Stored data
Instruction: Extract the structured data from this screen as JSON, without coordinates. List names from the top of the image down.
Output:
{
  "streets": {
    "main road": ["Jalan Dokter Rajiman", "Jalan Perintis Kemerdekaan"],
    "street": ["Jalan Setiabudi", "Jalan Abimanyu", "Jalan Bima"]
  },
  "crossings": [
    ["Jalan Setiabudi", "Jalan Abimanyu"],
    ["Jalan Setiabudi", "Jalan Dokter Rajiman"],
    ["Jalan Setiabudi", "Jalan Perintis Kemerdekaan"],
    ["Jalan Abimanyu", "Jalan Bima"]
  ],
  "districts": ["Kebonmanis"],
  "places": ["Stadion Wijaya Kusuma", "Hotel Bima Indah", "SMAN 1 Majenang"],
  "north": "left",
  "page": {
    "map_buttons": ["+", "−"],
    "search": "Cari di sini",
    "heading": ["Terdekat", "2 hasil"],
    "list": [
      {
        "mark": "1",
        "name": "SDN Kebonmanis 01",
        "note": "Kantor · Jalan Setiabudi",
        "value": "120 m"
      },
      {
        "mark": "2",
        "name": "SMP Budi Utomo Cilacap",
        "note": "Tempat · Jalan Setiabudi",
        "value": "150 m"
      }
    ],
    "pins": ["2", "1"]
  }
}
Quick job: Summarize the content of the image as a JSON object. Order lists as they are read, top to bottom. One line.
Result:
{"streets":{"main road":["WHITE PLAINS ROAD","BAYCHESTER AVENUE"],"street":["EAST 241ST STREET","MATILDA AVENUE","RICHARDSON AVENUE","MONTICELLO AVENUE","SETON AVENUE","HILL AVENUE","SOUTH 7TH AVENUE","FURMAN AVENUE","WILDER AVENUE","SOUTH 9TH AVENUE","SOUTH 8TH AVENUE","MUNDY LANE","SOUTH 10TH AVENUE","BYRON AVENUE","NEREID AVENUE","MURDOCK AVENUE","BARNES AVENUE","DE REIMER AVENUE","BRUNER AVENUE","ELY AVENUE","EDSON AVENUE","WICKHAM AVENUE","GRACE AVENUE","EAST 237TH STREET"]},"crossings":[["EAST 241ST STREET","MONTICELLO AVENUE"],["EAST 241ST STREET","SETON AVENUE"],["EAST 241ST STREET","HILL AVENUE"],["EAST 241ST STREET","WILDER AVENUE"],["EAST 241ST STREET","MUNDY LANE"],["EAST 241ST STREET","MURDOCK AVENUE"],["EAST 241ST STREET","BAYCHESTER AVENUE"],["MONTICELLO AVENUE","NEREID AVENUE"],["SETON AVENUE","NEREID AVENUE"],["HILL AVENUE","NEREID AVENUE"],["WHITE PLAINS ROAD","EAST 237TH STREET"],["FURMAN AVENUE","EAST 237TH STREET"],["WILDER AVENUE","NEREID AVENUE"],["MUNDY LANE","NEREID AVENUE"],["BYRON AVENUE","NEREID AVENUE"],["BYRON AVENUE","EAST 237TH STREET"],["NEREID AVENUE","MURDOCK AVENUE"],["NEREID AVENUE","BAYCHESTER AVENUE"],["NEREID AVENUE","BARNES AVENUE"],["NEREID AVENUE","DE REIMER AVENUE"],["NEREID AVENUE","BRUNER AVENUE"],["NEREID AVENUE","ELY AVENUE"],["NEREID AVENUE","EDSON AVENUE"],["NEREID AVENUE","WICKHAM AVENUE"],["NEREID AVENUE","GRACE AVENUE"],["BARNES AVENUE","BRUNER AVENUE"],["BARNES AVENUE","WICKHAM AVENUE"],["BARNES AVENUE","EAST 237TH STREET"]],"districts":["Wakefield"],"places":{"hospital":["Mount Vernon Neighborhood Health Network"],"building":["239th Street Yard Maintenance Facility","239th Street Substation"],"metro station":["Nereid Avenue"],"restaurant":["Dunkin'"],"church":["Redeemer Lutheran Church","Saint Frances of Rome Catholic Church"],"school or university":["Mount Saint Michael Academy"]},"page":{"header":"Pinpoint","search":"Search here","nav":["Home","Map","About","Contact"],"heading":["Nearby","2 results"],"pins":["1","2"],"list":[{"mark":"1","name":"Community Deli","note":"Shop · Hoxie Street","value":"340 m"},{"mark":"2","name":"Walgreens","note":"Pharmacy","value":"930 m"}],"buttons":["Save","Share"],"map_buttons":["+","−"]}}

## WORK TO COMPLETE
Every one of the entries must be printed exactly.

## ANSWER BOX
Instruction: Extract the structured data from this screen as JSON, without coordinates. List names from the top of the image down.
Output:
{
  "streets": {
    "main road": ["Jalan Dokter Rajiman", "Jalan Perintis Kemerdekaan"],
    "street": ["Jalan Setiabudi", "Jalan Abimanyu", "Jalan Bima"]
  },
  "crossings": [
    ["Jalan Setiabudi", "Jalan Abimanyu"],
    ["Jalan Setiabudi", "Jalan Dokter Rajiman"],
    ["Jalan Setiabudi", "Jalan Perintis Kemerdekaan"],
    ["Jalan Abimanyu", "Jalan Bima"]
  ],
  "districts": ["Kebonmanis"],
  "places": ["Stadion Wijaya Kusuma", "Hotel Bima Indah", "SMAN 1 Majenang"],
  "north": "left",
  "page": {
    "map_buttons": ["+", "−"],
    "search": "Cari di sini",
    "heading": ["Terdekat", "2 hasil"],
    "list": [
      {
        "mark": "1",
        "name": "SDN Kebonmanis 01",
        "note": "Kantor · Jalan Setiabudi",
        "value": "120 m"
      },
      {
        "mark": "2",
        "name": "SMP Budi Utomo Cilacap",
        "note": "Tempat · Jalan Setiabudi",
        "value": "150 m"
      }
    ],
    "pins": ["2", "1"]
  }
}
Quick job: Summarize the content of the image as a JSON object. Order lists as they are read, top to bottom. One line.
Result:
{"streets":{"main road":["WHITE PLAINS ROAD","BAYCHESTER AVENUE"],"street":["EAST 241ST STREET","MATILDA AVENUE","RICHARDSON AVENUE","MONTICELLO AVENUE","SETON AVENUE","HILL AVENUE","SOUTH 7TH AVENUE","FURMAN AVENUE","WILDER AVENUE","SOUTH 9TH AVENUE","SOUTH 8TH AVENUE","MUNDY LANE","SOUTH 10TH AVENUE","BYRON AVENUE","NEREID AVENUE","MURDOCK AVENUE","BARNES AVENUE","DE REIMER AVENUE","BRUNER AVENUE","ELY AVENUE","EDSON AVENUE","WICKHAM AVENUE","GRACE AVENUE","EAST 237TH STREET"]},"crossings":[["EAST 241ST STREET","MONTICELLO AVENUE"],["EAST 241ST STREET","SETON AVENUE"],["EAST 241ST STREET","HILL AVENUE"],["EAST 241ST STREET","WILDER AVENUE"],["EAST 241ST STREET","MUNDY LANE"],["EAST 241ST STREET","MURDOCK AVENUE"],["EAST 241ST STREET","BAYCHESTER AVENUE"],["MONTICELLO AVENUE","NEREID AVENUE"],["SETON AVENUE","NEREID AVENUE"],["HILL AVENUE","NEREID AVENUE"],["WHITE PLAINS ROAD","EAST 237TH STREET"],["FURMAN AVENUE","EAST 237TH STREET"],["WILDER AVENUE","NEREID AVENUE"],["MUNDY LANE","NEREID AVENUE"],["BYRON AVENUE","NEREID AVENUE"],["BYRON AVENUE","EAST 237TH STREET"],["NEREID AVENUE","MURDOCK AVENUE"],["NEREID AVENUE","BAYCHESTER AVENUE"],["NEREID AVENUE","BARNES AVENUE"],["NEREID AVENUE","DE REIMER AVENUE"],["NEREID AVENUE","BRUNER AVENUE"],["NEREID AVENUE","ELY AVENUE"],["NEREID AVENUE","EDSON AVENUE"],["NEREID AVENUE","WICKHAM AVENUE"],["NEREID AVENUE","GRACE AVENUE"],["BARNES AVENUE","BRUNER AVENUE"],["BARNES AVENUE","WICKHAM AVENUE"],["BARNES AVENUE","EAST 237TH STREET"]],"districts":["Wakefield"],"places":{"hospital":["Mount Vernon Neighborhood Health Network"],"building":["239th Street Yard Maintenance Facility","239th Street Substation"],"metro station":["Nereid Avenue"],"restaurant":["Dunkin'"],"church":["Redeemer Lutheran Church","Saint Frances of Rome Catholic Church"],"school or university":["Mount Saint Michael Academy"]},"page":{"header":"Pinpoint","search":"Search here","nav":["Home","Map","About","Contact"],"heading":["Nearby","2 results"],"pins":["1","2"],"list":[{"mark":"1","name":"Community Deli","note":"Shop · Hoxie Street","value":"340 m"},{"mark":"2","name":"Walgreens","note":"Pharmacy","value":"930 m"}],"buttons":["Save","Share"],"map_buttons":["+","−"]}}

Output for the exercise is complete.